Success Is Not a Gospel Category
Perhaps your Lent has been like mine. A failure. Scuttled, intermittent prayers. Lost opportunities to generously give, serve, and stand in solidarity with the poor and vulnerable. Self-indulgent in food and drink. Broken promises to God and those close to me. Still struggling and committing the same sins that I repented of on Ash Wednesday.
Fortunately, success is not a Gospel category. In light of Christ Crucified, failure may be more beneficial to our spiritual growth than success. We can see ourselves as we truly are, wounded and in need of a Redeemer.
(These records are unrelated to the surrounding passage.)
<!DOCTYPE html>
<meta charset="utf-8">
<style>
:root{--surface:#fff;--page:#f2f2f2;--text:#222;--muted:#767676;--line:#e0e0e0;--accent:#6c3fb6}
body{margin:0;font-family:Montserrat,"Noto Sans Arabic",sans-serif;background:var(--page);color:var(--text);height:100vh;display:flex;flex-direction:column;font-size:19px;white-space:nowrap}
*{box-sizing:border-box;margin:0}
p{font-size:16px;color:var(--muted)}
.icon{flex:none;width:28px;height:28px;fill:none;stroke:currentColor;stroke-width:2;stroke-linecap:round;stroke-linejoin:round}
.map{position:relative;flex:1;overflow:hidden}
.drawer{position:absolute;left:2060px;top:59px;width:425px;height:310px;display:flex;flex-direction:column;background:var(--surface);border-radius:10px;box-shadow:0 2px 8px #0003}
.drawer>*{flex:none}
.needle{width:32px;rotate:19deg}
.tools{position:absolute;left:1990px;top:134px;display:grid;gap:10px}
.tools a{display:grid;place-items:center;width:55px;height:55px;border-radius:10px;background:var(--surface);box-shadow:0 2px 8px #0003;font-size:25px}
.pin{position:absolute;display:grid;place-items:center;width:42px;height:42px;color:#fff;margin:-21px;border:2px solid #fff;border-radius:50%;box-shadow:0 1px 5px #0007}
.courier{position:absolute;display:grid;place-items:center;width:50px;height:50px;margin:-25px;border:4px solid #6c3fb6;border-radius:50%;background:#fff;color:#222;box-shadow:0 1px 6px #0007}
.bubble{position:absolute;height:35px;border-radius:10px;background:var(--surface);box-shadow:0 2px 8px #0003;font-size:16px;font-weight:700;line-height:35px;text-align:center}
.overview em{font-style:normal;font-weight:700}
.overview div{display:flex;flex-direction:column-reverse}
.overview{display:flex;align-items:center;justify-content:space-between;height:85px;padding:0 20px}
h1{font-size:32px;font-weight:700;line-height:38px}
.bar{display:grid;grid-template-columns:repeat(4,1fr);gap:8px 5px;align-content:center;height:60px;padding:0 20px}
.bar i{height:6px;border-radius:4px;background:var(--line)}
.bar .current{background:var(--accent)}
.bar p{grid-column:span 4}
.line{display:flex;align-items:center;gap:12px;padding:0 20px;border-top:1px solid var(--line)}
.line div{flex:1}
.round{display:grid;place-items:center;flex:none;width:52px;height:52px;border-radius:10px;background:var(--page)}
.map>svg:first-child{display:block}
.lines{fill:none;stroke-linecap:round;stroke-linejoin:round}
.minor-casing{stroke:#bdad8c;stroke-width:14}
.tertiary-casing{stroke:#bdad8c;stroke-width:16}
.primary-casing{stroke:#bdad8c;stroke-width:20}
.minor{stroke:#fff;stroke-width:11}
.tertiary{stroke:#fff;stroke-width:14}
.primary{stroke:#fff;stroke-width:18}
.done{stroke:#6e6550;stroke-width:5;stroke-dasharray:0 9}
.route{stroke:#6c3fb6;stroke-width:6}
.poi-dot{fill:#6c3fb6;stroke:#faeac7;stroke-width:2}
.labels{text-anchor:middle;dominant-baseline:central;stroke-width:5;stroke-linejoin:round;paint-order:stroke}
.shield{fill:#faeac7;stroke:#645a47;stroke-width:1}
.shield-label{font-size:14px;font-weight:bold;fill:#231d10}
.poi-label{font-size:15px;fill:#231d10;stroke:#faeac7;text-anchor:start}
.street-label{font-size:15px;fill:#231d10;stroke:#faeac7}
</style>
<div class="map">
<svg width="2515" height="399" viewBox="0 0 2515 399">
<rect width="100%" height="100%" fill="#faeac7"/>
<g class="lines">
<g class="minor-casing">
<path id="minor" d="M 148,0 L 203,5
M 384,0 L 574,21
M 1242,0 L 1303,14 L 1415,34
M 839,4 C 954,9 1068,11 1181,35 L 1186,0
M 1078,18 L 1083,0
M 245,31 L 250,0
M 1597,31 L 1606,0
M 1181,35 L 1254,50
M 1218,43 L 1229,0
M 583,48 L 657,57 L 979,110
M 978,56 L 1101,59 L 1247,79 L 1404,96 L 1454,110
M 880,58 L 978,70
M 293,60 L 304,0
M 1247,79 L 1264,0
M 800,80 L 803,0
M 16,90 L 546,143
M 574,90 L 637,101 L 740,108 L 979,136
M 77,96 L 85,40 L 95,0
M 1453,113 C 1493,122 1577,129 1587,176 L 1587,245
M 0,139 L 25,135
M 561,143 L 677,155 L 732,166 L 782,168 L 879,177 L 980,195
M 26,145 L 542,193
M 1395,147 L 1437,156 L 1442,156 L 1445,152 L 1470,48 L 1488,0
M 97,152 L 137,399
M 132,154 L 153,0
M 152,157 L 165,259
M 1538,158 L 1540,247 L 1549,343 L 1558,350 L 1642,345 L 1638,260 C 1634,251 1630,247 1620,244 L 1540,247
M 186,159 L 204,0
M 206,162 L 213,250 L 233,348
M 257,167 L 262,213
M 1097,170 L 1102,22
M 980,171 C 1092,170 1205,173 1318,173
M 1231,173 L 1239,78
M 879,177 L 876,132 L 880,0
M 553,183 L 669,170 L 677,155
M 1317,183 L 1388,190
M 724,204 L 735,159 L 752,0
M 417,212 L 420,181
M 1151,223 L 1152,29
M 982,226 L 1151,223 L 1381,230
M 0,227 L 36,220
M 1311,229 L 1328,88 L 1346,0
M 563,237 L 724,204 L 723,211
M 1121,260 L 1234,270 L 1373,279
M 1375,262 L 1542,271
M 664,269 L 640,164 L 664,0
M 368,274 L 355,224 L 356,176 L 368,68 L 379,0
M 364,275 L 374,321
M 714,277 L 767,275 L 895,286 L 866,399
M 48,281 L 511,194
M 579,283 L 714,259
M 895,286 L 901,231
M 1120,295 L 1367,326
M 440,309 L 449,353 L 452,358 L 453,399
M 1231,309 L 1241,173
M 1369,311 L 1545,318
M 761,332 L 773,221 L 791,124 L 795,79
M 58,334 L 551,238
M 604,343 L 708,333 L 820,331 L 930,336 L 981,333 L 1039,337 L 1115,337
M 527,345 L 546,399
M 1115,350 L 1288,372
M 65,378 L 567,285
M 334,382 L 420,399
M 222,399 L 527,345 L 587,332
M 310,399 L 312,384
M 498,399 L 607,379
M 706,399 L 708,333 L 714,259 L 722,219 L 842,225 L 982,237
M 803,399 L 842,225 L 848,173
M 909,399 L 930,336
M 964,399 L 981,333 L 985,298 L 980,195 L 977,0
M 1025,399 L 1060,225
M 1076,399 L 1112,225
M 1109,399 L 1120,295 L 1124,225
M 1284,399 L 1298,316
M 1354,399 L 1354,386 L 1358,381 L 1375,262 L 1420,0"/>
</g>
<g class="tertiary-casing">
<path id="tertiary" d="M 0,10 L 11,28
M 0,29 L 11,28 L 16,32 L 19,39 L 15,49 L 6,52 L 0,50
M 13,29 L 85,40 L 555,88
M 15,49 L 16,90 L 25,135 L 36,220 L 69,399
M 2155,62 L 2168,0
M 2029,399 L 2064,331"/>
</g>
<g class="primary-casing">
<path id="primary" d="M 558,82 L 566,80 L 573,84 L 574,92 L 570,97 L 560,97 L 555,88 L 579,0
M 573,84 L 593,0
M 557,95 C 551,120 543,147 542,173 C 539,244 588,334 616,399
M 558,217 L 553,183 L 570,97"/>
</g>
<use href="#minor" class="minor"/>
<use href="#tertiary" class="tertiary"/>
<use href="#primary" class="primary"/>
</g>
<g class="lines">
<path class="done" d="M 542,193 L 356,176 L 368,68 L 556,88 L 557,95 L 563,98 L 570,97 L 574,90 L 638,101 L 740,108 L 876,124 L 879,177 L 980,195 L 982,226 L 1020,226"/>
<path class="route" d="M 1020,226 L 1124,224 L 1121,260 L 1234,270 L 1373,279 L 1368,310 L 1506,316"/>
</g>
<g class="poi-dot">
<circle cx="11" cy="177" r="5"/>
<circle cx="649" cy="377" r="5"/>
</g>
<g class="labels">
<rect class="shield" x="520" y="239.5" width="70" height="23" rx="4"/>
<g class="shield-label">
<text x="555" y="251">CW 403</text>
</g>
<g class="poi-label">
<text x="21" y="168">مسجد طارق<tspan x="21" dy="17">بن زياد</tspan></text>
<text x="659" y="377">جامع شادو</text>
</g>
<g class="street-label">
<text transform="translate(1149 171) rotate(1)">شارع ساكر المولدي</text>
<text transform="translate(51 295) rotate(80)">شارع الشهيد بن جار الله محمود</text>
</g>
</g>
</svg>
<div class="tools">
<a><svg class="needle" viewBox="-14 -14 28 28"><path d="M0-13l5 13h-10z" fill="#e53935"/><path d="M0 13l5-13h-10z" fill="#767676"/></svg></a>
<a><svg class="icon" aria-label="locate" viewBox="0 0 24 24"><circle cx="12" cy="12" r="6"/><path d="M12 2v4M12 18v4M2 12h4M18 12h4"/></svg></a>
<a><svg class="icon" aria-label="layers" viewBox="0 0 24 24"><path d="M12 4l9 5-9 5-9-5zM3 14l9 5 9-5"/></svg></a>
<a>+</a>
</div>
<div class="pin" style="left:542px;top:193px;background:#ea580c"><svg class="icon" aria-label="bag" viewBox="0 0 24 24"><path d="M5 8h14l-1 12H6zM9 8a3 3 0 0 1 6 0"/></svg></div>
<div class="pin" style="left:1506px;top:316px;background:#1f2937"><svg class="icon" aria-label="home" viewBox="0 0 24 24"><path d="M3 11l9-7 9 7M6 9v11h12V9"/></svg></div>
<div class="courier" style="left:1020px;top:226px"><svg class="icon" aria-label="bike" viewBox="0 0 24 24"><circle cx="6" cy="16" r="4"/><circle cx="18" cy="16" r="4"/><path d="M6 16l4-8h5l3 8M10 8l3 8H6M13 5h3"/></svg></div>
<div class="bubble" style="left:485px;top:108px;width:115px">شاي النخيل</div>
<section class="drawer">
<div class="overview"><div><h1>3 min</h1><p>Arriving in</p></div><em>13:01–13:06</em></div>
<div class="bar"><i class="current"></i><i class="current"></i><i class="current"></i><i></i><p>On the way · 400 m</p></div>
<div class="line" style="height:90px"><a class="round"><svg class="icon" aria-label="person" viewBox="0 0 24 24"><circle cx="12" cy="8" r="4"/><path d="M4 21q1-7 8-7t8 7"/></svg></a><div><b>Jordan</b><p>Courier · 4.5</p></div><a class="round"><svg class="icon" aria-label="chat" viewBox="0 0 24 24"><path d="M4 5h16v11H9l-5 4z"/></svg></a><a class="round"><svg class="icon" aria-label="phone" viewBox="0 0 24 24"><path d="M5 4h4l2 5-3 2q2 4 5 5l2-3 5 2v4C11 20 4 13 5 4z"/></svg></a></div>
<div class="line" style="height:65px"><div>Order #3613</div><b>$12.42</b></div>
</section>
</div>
As C.S. Lewis wrote, “How can we meet (the divine) face to face till we have faces?” All false fronts must drop before God if we are to enter into a real, holy, intimate relationship. He desires hearts to become fruitful, not paragons of individual achievement, even spiritual achievement, not “self-made” women and men.
We approach God through the liturgies Holy Week as St. Therese of Lisieux did, “with hands emptied for your love . . . more and more emptied that they may be filled with You.” Our own successes and achievements (which we owe to God anyway,) our own failures and defeats, mean little standing within the Paschal Mystery of Christ’s death and resurrection.
God’s forgiveness, grace, peace, and love are abundantly available to be received this blessed week, if we only die to our obsessions with success and failure, winning and losing, and enter the divine mystery of our redemption. If we open ourselves up to filled with the love flowing from the heart of God, he will accomplish his saving work through us, making us fruitful beyond our imagining.
John Graveline, MTS, is a husband and father of three small children. He has worked for almost twenty-five years as a catechist and ministry coordinator specializing in the evangelization of young adults, adults, and families. He is currently on the pastoral staff of St. Luke University Parish at Grand Valley State University as the Faith Formation Director.